Не могла просто уйти? Раз уж пряталась от него все эти дни — сидела бы в своей норе с кошками и дальше.

Она не появилась на фем-вечеринке, где он вынужден был общаться со страшными бабищами, которые к тому же смотрели на него с презрением.

Она забила на котокафе, поэтому не видела, что теперь там к нему липнут абсолютно все: кошки, девки, волонтеры, посетители.

Она пропустила его триумф на благотворительном вечере, где он пожертвовал крупную сумму на женский шелтер, и устроительницы даже заявили, что он — лучшее доказательство, что не все мужчины одинаковые.

Ей надо было появиться именно тут.

В момент, когда его выворачивает наизнанку, тошнит черной тьмой и болью, забытыми воспоминаниями и страхом, которые, как он думал, давно превратились в силу.

Не превратились.

И она не просто появилась.

Она перетянула на себя все внимание.

Матвей щурит глаза, пытаясь взглядом донести до Марты одну мысль — сгинь.

Исчезни.

Не здесь.

Не сейчас.

Но она спокойно идет сквозь толпу, и ее пропускают, чуть-чуть отодвигаясь и давая дорогу.

Скучающие, напряженные, враждебные лица женщин, насмехавшихся над ним весь вечер, меняются. Марту встречают улыбками. Ей кивают. С ней здороваются. Ей рады.

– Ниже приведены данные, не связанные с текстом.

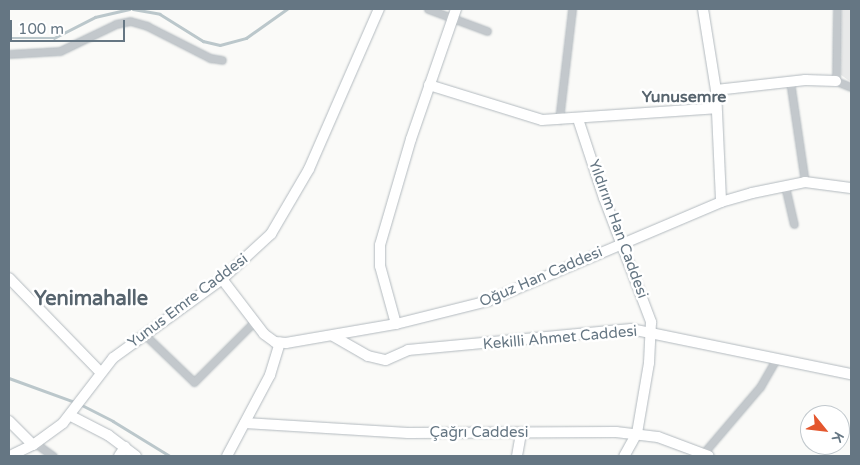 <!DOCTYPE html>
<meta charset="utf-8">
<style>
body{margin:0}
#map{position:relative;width:860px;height:465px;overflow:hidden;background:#fafaf8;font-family:"Varela Round",sans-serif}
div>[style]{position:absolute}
.built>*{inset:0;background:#e8e9e9}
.stream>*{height:2.5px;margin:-1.25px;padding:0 1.25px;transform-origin:1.25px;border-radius:1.25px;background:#bbc7cb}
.roads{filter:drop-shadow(0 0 1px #b3babf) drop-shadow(0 0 1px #b3babf)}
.street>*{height:7px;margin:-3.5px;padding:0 3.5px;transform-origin:3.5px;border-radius:3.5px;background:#c3c8cc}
.secondary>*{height:10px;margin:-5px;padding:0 5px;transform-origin:5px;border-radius:5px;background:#fff}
span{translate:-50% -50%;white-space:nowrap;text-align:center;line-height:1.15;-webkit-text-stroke:5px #fff;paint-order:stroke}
.street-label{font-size:15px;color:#657683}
.neighbourhood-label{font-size:16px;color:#57646e;font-weight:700}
.district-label{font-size:20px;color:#57646e;font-weight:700}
.frame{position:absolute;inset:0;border:10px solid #657683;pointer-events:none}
.north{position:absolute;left:800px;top:405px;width:50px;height:50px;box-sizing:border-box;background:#fff;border:1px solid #c1c8cd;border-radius:50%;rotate:119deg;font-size:14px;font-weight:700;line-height:20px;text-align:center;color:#657683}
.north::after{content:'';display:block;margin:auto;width:18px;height:22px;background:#e4572e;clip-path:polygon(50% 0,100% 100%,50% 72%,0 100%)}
.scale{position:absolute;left:10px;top:20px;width:115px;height:22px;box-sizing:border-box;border:2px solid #657683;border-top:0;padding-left:6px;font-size:15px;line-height:18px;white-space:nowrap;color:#657683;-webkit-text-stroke:4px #fff;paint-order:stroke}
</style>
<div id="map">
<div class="built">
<i style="clip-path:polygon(842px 9px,851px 9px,851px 82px,841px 75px)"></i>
</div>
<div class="stream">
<i style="left:133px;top:9px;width:27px;rotate:10deg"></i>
<i style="left:160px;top:14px;width:51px;rotate:32.1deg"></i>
<i style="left:203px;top:41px;width:17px;rotate:13deg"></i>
<i style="left:220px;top:45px;width:27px;rotate:-15deg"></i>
<i style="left:246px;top:38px;width:50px;rotate:-35.3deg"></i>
<i style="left:9px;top:38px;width:45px"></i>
<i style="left:54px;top:38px;width:46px;rotate:-27.1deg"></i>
<i style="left:95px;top:17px;width:35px;rotate:-13deg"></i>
<i style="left:9px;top:378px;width:70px;rotate:20deg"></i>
<i style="left:80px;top:404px;width:37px;rotate:27deg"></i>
<i style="left:113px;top:421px;width:67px;rotate:31.6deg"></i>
</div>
<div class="roads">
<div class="street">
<i style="left:428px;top:9px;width:63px;rotate:20.4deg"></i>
<i style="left:837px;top:9px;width:72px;rotate:90.8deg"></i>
<i style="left:836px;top:81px;width:16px;rotate:22deg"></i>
<i style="left:9px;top:54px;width:51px;rotate:-3.4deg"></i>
<i style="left:60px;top:51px;width:62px;rotate:-25.7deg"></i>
<i style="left:116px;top:24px;width:14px;rotate:-12deg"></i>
<i style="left:130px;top:21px;width:18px;rotate:16deg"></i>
<i style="left:147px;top:26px;width:71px;rotate:26.9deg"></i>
<i style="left:210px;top:58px;width:12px;rotate:9deg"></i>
<i style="left:790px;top:81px;width:102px;rotate:81.6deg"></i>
<i style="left:559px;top:120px;width:112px;rotate:-83.3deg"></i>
<i style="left:785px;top:186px;width:39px;rotate:77deg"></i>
<i style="left:144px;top:334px;width:69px;rotate:43.8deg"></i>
<i style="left:194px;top:382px;width:85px;rotate:-45deg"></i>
<i style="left:35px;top:443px;width:22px;rotate:36deg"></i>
<i style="left:701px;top:456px;width:91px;rotate:-49.5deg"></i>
<i style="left:760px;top:387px;width:34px;rotate:-60deg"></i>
</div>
<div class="secondary">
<i style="left:703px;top:9px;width:82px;rotate:80.9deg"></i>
<i style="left:716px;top:90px;width:112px;rotate:87.4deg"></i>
<i style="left:429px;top:85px;width:118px;rotate:17.2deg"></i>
<i style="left:542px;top:120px;width:174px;rotate:-3.9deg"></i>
<i style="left:716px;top:90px;width:90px;rotate:-6.4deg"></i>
<i style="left:805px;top:80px;width:31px;rotate:2deg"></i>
<i style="left:578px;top:119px;width:83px;rotate:71.8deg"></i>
<i style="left:604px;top:198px;width:133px;rotate:69.2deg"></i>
<i style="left:651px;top:322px;width:41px;rotate:92.8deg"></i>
<i style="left:649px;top:363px;width:71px;rotate:99.7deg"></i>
<i style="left:637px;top:433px;width:26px;rotate:119deg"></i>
<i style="left:9px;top:278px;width:131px;rotate:45.9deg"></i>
<i style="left:222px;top:279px;width:69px;rotate:52.6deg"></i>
<i style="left:264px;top:334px;width:14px;rotate:36deg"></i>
<i style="left:275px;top:342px;width:11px;rotate:5deg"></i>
<i style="left:286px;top:343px;width:112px;rotate:-9.8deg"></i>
<i style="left:396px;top:324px;width:95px;rotate:-14deg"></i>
<i style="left:488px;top:301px;width:253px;rotate:-23deg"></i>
<i style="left:721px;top:202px;width:32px;rotate:-16deg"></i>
<i style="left:752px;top:193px;width:54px;rotate:-11.7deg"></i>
<i style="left:805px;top:182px;width:46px;rotate:7.4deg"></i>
<i style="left:396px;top:324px;width:60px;rotate:-105.4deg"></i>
<i style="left:380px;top:266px;width:21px;rotate:-90deg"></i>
<i style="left:380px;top:245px;width:110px;rotate:-73.7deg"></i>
<i style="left:411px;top:139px;width:138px;rotate:-70.9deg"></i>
<i style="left:333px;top:336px;width:40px;rotate:29.7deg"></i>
<i style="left:368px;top:356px;width:18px;rotate:13deg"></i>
<i style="left:386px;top:360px;width:24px;rotate:-24deg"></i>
<i style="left:408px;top:350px;width:224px;rotate:-5.4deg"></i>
<i style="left:631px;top:329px;width:225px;rotate:11.6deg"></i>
<i style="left:71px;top:416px;width:42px;rotate:27.2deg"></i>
<i style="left:108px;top:435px;width:35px;rotate:37deg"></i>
<i style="left:9px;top:421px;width:34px;rotate:45deg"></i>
<i style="left:245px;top:423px;width:163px;rotate:3.5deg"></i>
<i style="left:408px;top:433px;width:208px;rotate:-0.3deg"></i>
<i style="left:616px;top:432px;width:42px;rotate:6.8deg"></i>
<i style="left:658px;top:437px;width:54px;rotate:20.4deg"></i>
<i style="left:10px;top:456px;width:25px;rotate:-26deg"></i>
<i style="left:33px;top:445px;width:37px;rotate:-36deg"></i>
<i style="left:63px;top:423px;width:82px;rotate:-52.4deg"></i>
<i style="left:113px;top:358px;width:135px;rotate:-35.9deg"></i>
<i style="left:222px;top:279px;width:67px;rotate:-42.6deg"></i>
<i style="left:271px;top:234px;width:75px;rotate:-59.7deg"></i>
<i style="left:309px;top:169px;width:175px;rotate:-66.4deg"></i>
<i style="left:119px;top:456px;width:11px;rotate:-56deg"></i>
<i style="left:227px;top:456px;width:92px;rotate:-62deg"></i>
<i style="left:270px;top:375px;width:34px;rotate:-73deg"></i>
<i style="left:517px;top:456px;width:23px;rotate:-80deg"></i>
</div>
</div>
<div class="street-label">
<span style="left:618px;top:229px;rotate:70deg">Yıldırım Han Caddesi</span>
<span style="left:541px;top:277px;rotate:-23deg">Oğuz Han Caddesi</span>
<span style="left:188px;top:301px;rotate:-37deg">Yunus Emre Caddesi</span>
<span style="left:560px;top:338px;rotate:-5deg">Kekilli Ahmet Caddesi</span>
<span style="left:479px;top:433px">Çağrı Caddesi</span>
</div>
<div class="neighbourhood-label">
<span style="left:684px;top:97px">Yunusemre</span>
</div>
<div class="district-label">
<span style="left:91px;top:299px">Yenimahalle</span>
</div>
<div class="frame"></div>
<div class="north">K</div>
<div class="scale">100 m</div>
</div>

— Мой отец не насиловал мою мать, — говорит Марта. — У меня была прекрасная семья, а мой папа — лучший мужчина в мире. Просто моя мама хотела не семью, а стать актрисой. Но получила меня. И не смогла простить за это.

Она останавливается в паре метров от Матвея и улыбается уголком губ. Но глаза у нее остаются ледяными. Это царапает что-то глубоко внутри. Он видел ее совсем другой. Раньше она смотрела на него иначе.

— Потом родилась моя сестра, — продолжает Марта. — Вовремя — мама как раз прониклась своей новой ролью. К тому же она оказалась подарочным ребенком: нежная, ласковая, опрятная девочка. Не то что я…

— И что? — резко спрашивает Матвей, не давая ей закончить фразу. — К чему ты решила этим поделиться?

Марта смотрит прямо, не смущаясь от его резкости, будто все понимает.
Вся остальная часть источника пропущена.